Take that tilt apart before you discount it. Nice find


----------



## ebgb68 (Oct 26, 2014)

chuckorlando said:


> Take that tilt apart before you discount it. Nice find


The hex end is twisted so I was digging around for the manufacture is. The only other one I can find is this one on Ebay http://www.ebay.com/itm/6-ANGLE-VIS...0?pt=BI_Tool_Work_Holding&hash=item3ce1558b88
It's probably an import any chance of finding parts ?


----------



## JimDawson (Oct 26, 2014)

Turn the 6 inch over, and look for a D-6 on the bottom, it could be a Kurt.   The tilt vice could be a Palmgren.


----------



## pebbleworm (Oct 27, 2014)

I have enough vices... A new vise, that I could use.


----------



## ebgb68 (Oct 27, 2014)

pebbleworm said:


> I have enough vices... A new vise, that I could use.

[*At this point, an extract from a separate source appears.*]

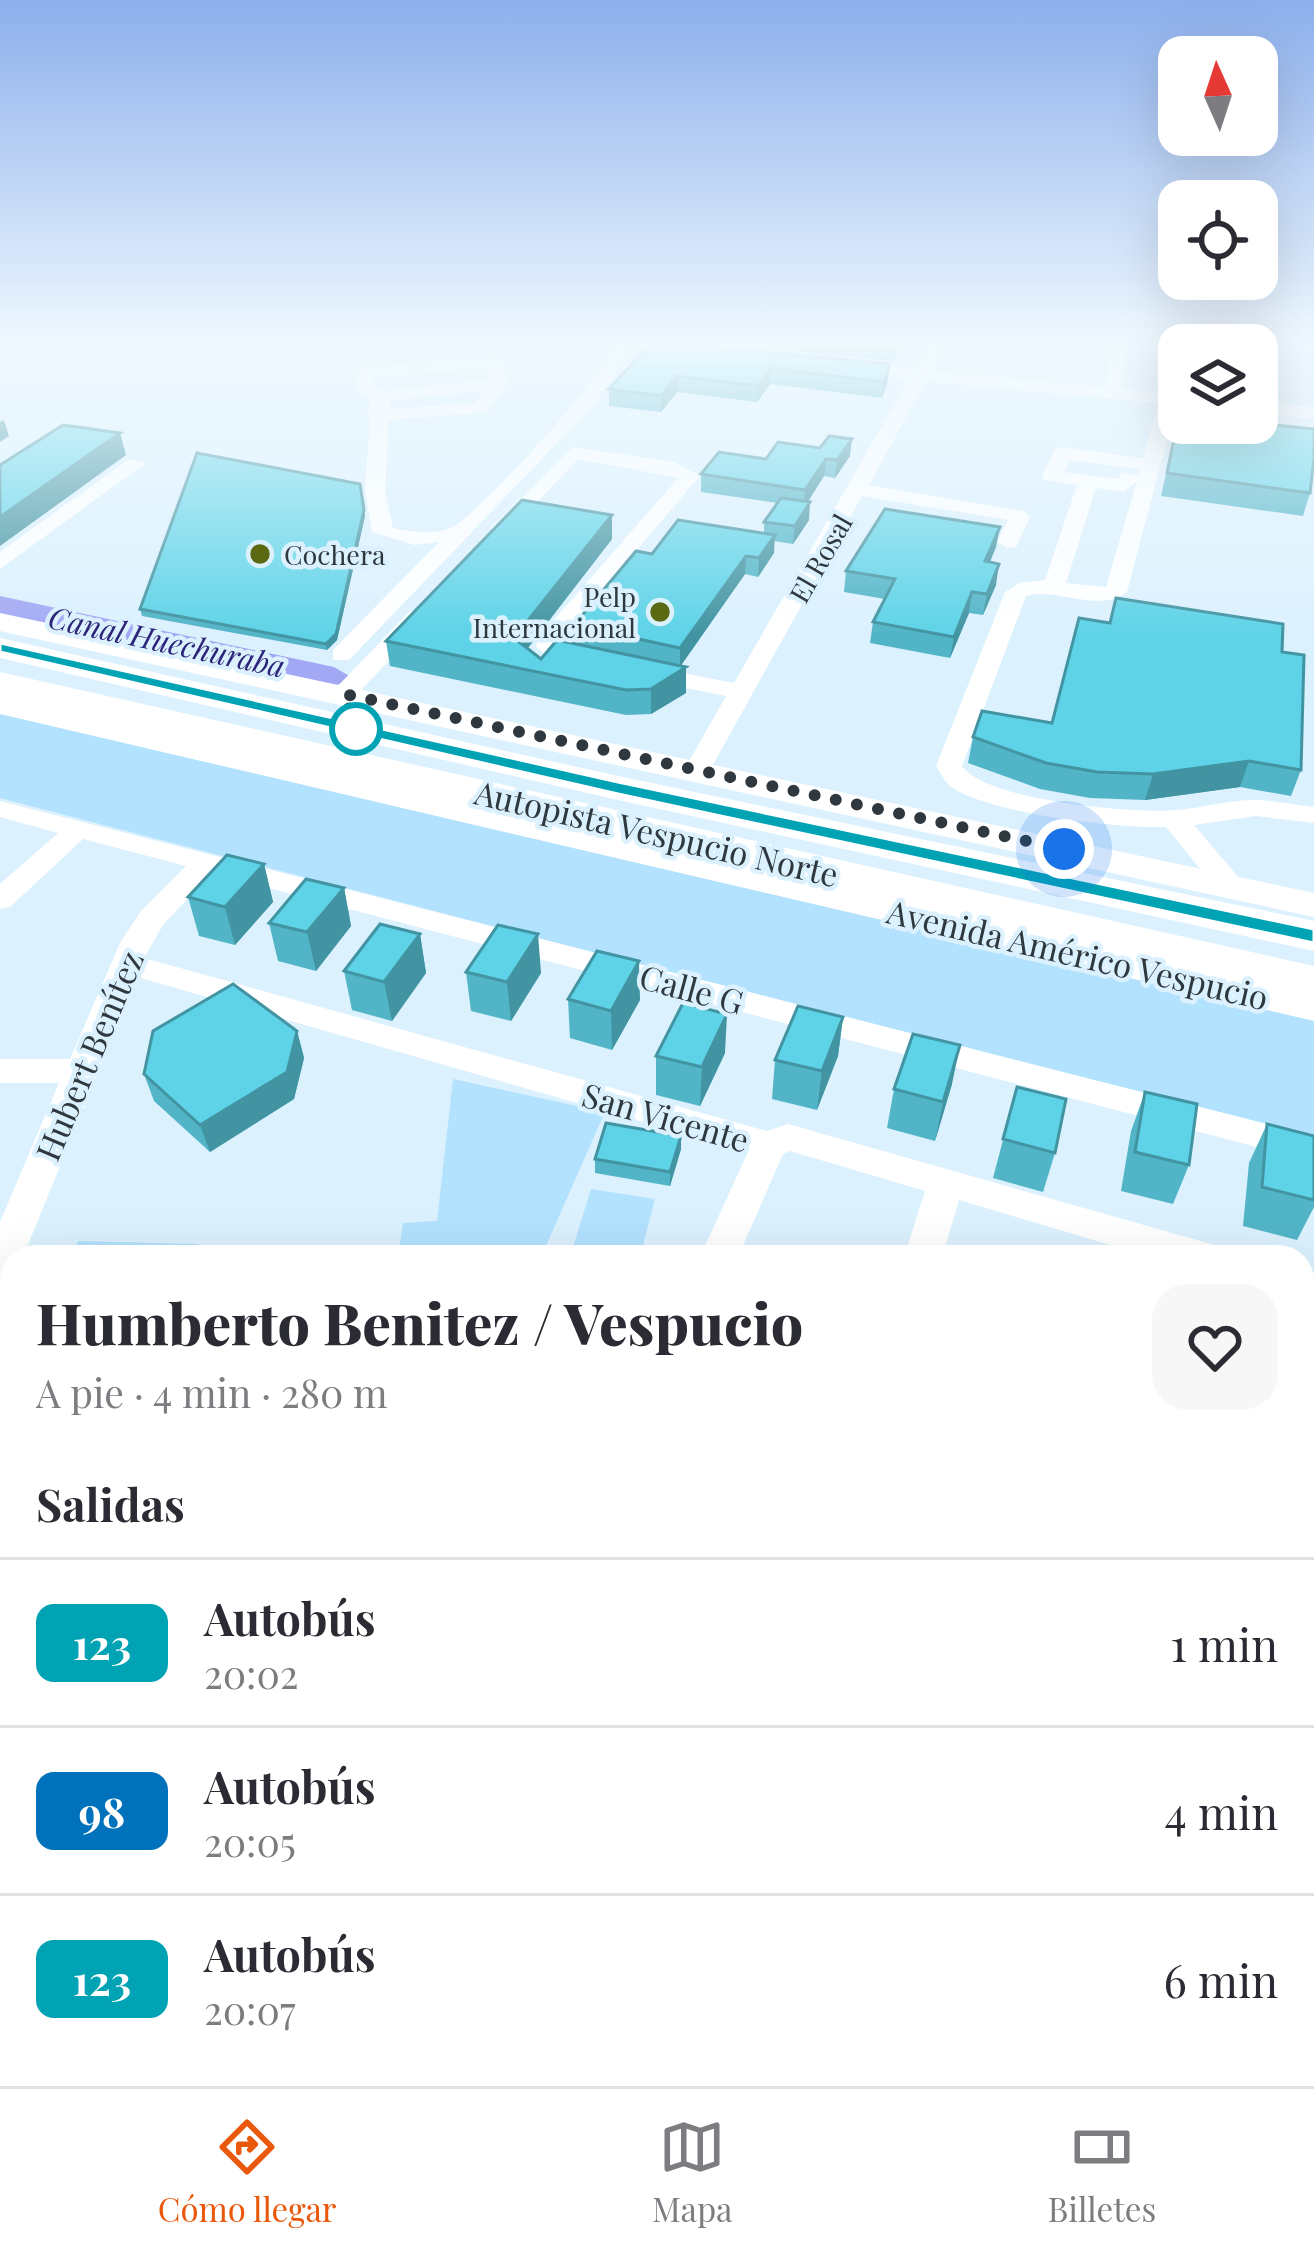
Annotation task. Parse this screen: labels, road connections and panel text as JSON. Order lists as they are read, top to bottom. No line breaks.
{"streets":{"highway":["Autopista Vespucio Norte"],"main road":["Avenida Américo Vespucio"],"street":["El Rosal","Calle G","Hubert Benítez","San Vicente"]},"crossings":[["Calle G","Hubert Benítez"],["Hubert Benítez","San Vicente"]],"water":["Canal Huechuraba"],"places":["Cochera","Pelp Internacional"],"lines":["bus line 123"],"north":"top","page":{"heading":[["Humberto Benitez / Vespucio","A pie · 4 min · 280 m"],"Salidas"],"list":[{"mark":"123","name":"Autobús","note":"20:02","value":"1 min"},{"mark":"98","name":"Autobús","note":"20:05","value":"4 min"},{"mark":"123","name":"Autobús","note":"20:07","value":"6 min"}],"tabs":["Cómo llegar","Mapa","Billetes"]}}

I cure my vices with new vises . Spell check caught the " vises" part ☺


----------



## Mark in Indiana (Oct 27, 2014)

Very good buy. Both will clean up great. The only way that either one would be junk is if they were broken.


----------



## Andre (Oct 27, 2014)

Don't scrap the tilting vise, surface rust won't hurt a vise....well...because it's a vise. It's probably literally bulletproof. At the very least coat it with oil and put it away in a corner. You'll forget about it, and you or somebody else will find it someday and might like it then. I hate to hear about people scrapping things, a sad end to a tool that may have seen so much use and care.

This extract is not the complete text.